Viewing the audit log

Kaspersky IoT Secure Gateway 1000 saves events related to system security in the audit log.

When an event with critical severity occurs, contact the employee responsible for data security in your organization.

Exporting an audit log on the local computer will result in deletion of the audit log from the system.

To view the audit log:

1. In the menu in the left part of the web interface page, select the Audit section.

   This opens the System security audit section that displays a table containing system security events. The following information is displayed for each audit log entry:

   •  – severity of the event.
   • Title – detailed information about the registered event, such as modified firewall settings.
   • Entity – name of the architectural component of Kaspersky IoT Secure Gateway 1000 that registered the particular event.
   • Date and time – date and time when the event was registered.
2. If you want the table to hide events that have a specific severity level, click the icon of the relevant severity level icon above the table.

   Events with this severity level will be hidden in the System security audit table, and the button containing the severity level icon will no longer be highlighted. If you need the table to display events that were hidden, click the button containing the icon of the relevant severity level (the button will be highlighted in blue again).

3. If you need to hide events that were registered by a specific entity, click the button containing the entity name above the table.

   Events that were registered by this entity will be hidden in the System security audit table, and the button containing the entity name will no longer be highlighted. If you need the table to display events that were filtered out of the display, click the button containing the name of the relevant entity again (the button will be highlighted in blue again).

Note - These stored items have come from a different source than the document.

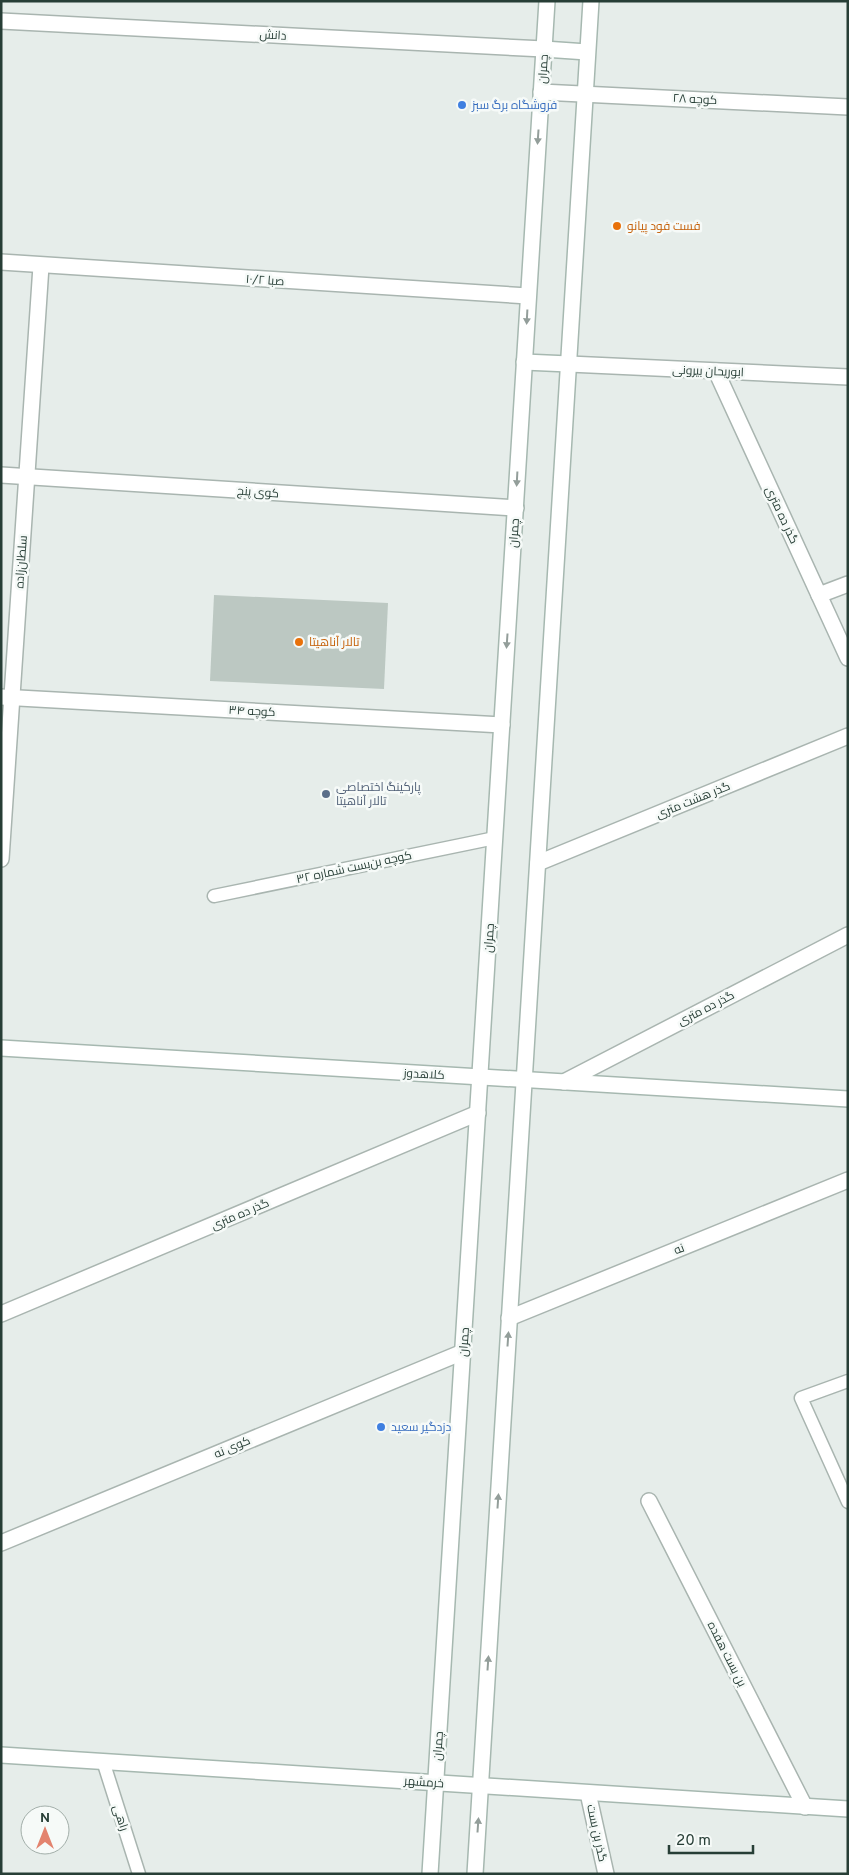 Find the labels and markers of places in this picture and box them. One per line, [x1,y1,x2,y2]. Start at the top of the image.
place label: فروشگاه برگ سبز [471,98,557,114]
marker: فروشگاه برگ سبز [456,99,468,111]
place label: فست فود پیانو [627,219,700,235]
marker: فست فود پیانو [611,220,623,232]
place label: تالار آناهیتا [309,635,360,651]
marker: تالار آناهیتا [293,636,305,648]
place label: پارکینگ اختصاصی تالار آناهیتا [336,780,422,810]
marker: پارکینگ اختصاصی تالار آناهیتا [320,788,332,800]
place label: دزدگیر سعید [391,1420,452,1436]
marker: دزدگیر سعید [375,1421,387,1433] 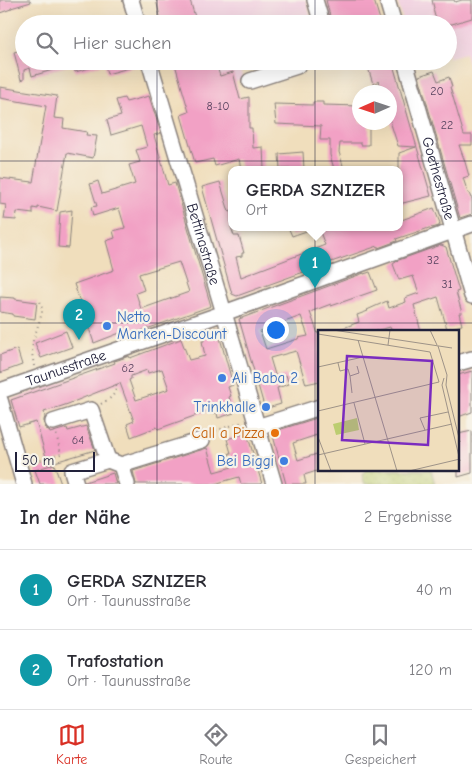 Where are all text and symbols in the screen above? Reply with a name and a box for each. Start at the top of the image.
search box [15,15,457,70]
icon: search [33,29,61,57]
text: Hier suchen [73,32,171,54]
house number: 20 [430,84,444,98]
north arrow [352,85,397,130]
house number: 8-10 [206,99,230,113]
house number: 22 [441,118,453,132]
street label: Goethestraße [418,135,459,222]
popup [228,166,403,231]
text: GERDA SZNIZER [246,179,385,201]
street label: Bettinastraße [183,201,224,287]
text: Ort [246,201,267,219]
pin: 1 [299,247,331,288]
house number: 32 [427,253,439,267]
house number: 31 [442,277,453,291]
pin: 2 [63,299,95,340]
place label: Netto Marken-Discount [117,308,227,343]
your location [263,317,289,343]
marker: Netto Marken-Discount [101,320,113,332]
inset map [318,330,460,472]
street label: Taunusstraße [24,346,109,390]
house number: 62 [122,361,134,375]
place label: Ali Baba 2 [232,369,298,387]
marker: Ali Baba 2 [216,372,228,384]
place label: Trinkhalle [193,398,256,416]
marker: Trinkhalle [260,401,272,413]
place label: Call a Pizza [191,424,265,442]
marker: Call a Pizza [269,427,281,439]
house number: 64 [72,433,84,447]
scale bar [15,449,95,472]
text: 50 m [22,452,54,469]
place label: Bei Biggi [217,452,274,470]
marker: Bei Biggi [278,455,290,467]
text: In der Nähe [20,505,130,529]
text: 2 Ergebnisse [364,508,452,526]
text: GERDA SZNIZER [67,570,206,592]
text: 1 [33,581,39,599]
text: 40 m [416,581,452,599]
text: Ort · Taunusstraße [67,592,191,610]
text: Trafostation [67,650,164,672]
text: 2 [32,661,40,679]
text: 120 m [409,661,452,679]
text: Ort · Taunusstraße [67,672,191,690]
tab: Karte [56,721,87,768]
tab: Route [199,721,233,768]
tab: Gespeichert [345,721,416,768] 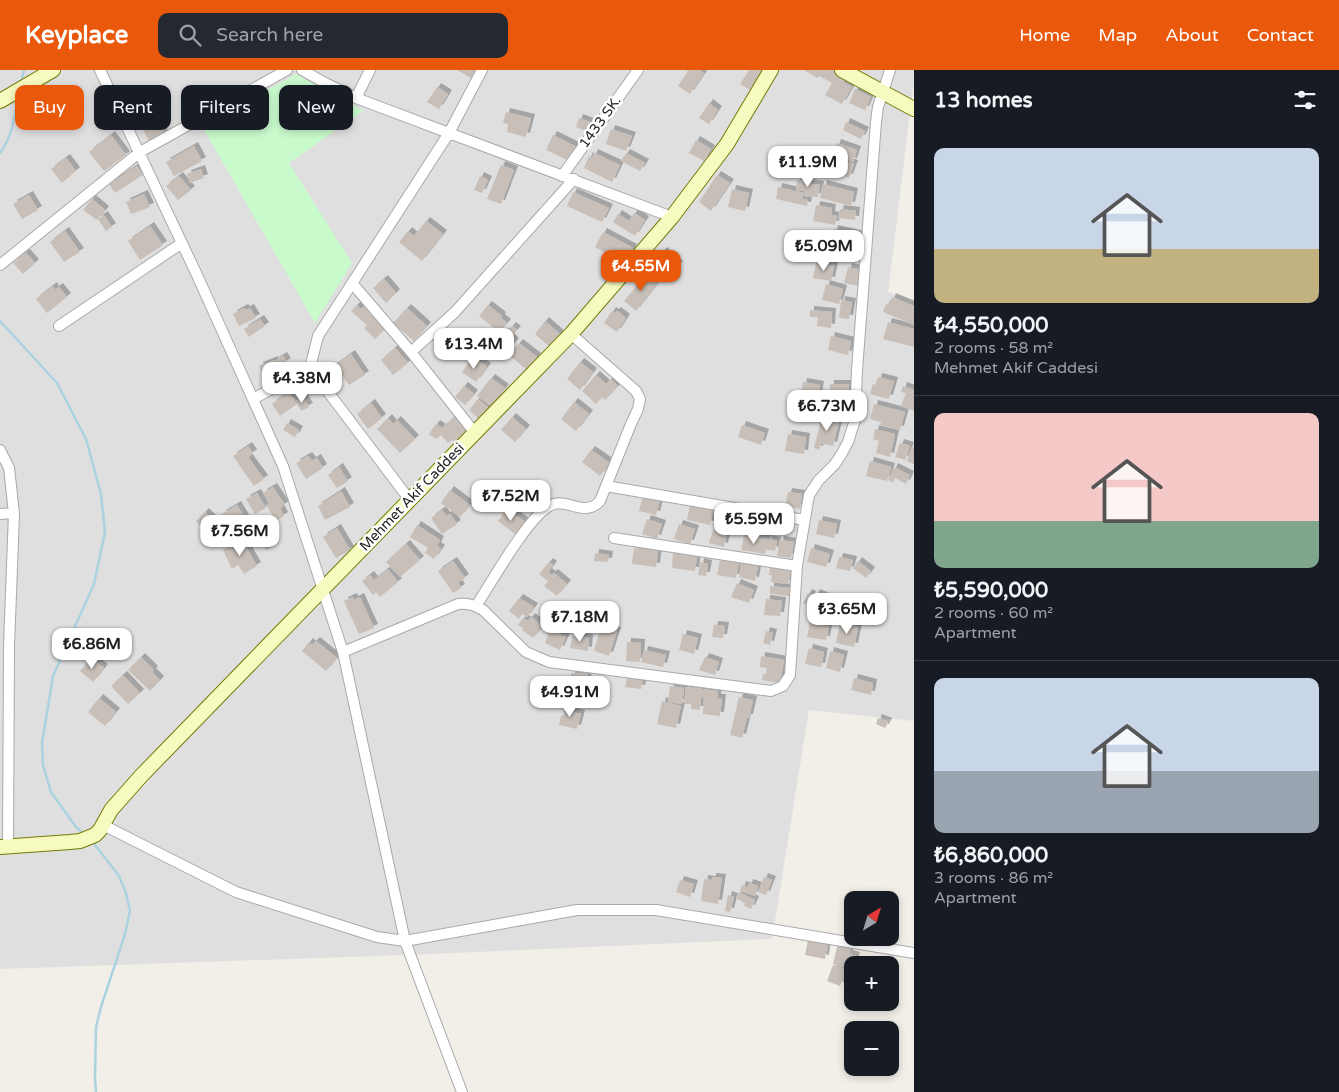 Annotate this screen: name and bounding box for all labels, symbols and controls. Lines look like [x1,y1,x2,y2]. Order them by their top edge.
search box [158,13,508,58]
text: Keyplace [25,21,128,50]
icon: search [176,21,204,49]
text: Search here [216,24,323,46]
text: Home [1019,24,1070,46]
text: Map [1098,24,1137,46]
text: About [1165,24,1219,46]
text: Contact [1247,24,1314,46]
chip: Buy [15,85,84,130]
chip: Rent [94,85,171,130]
chip: Filters [181,85,269,130]
chip: New [279,85,353,130]
icon: filters [1291,86,1319,114]
text: 13 homes [934,88,1033,113]
street label: 1433 SK. [575,93,625,151]
pin: ₺11.9M [767,146,849,188]
text: ₺11.9M [779,152,837,172]
icon: home [1082,180,1172,270]
pin: ₺5.09M [783,230,865,272]
text: ₺5.09M [795,236,853,256]
pin: ₺4.55M [600,250,682,292]
text: ₺4.55M [612,256,670,276]
text: ₺4,550,000 [934,313,1048,338]
pin: ₺13.4M [433,328,515,370]
text: ₺13.4M [445,334,503,354]
text: 2 rooms · 58 m² [934,338,1053,358]
text: Mehmet Akif Caddesi [934,358,1098,378]
pin: ₺4.38M [261,362,343,404]
text: ₺4.38M [273,368,331,388]
pin: ₺6.73M [786,390,868,432]
text: ₺6.73M [798,396,856,416]
street label: Mehmet Akif Caddesi [356,440,468,554]
icon: home [1082,446,1172,536]
pin: ₺7.52M [470,480,552,522]
text: ₺7.52M [482,486,540,506]
pin: ₺5.59M [713,502,795,545]
text: ₺5.59M [725,509,783,529]
pin: ₺7.56M [199,514,281,557]
text: ₺7.56M [211,521,269,541]
text: ₺5,590,000 [934,578,1048,603]
pin: ₺3.65M [806,592,888,635]
text: ₺3.65M [818,599,876,619]
pin: ₺7.18M [539,600,621,643]
text: 2 rooms · 60 m² [934,603,1053,623]
text: ₺7.18M [551,607,609,627]
text: Apartment [934,623,1017,643]
pin: ₺6.86M [51,628,133,670]
text: ₺6.86M [63,634,121,654]
pin: ₺4.91M [529,676,611,718]
text: ₺4.91M [541,682,599,702]
icon: home [1082,711,1172,801]
text: ₺6,860,000 [934,843,1048,868]
text: 3 rooms · 86 m² [934,868,1053,888]
text: Apartment [934,888,1017,908]
north arrow [844,891,899,946]
map controls [844,891,899,1076]
button: + [844,956,899,1011]
button: − [844,1021,899,1076]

4. If you need to select a specific period for displaying events, select one of the following values in the Period drop-down list:
   • All periods.
   • Last day.
   • Last week.
   • Last month.
5. If you need to sort events in the table, click the header of the relevant column. For example, to sort events by description, click on the header of the Title column.
6. If you need to enable automatic updates of event log entries on the page, set the Auto-update toggle button to the enabled position.

   If Auto-update is disabled, the page displays only those events that were in the audit log when the Audit section was opened. Auto-update is disabled by default.

   If you need to view information about audit log settings, in the System security audit section, move your mouse cursor over the  icon in the upper part of the window.

   This opens a window containing the following information:

   • Total entries – current number of entries in the audit log.
   • Maximum – maximum number of entries in the audit log.
   • Policy – audit log entry maintenance policy:
     • Cyclical – when the audit log is overfilled, new entries will overwrite old entries.
     • Limited – when the audit log is overfilled, the system stops.

   Audit log settings are configured by Kaspersky experts when building Kaspersky IoT Secure Gateway 1000 and cannot be changed through the Kaspersky IoT Secure Gateway 1000 web interface.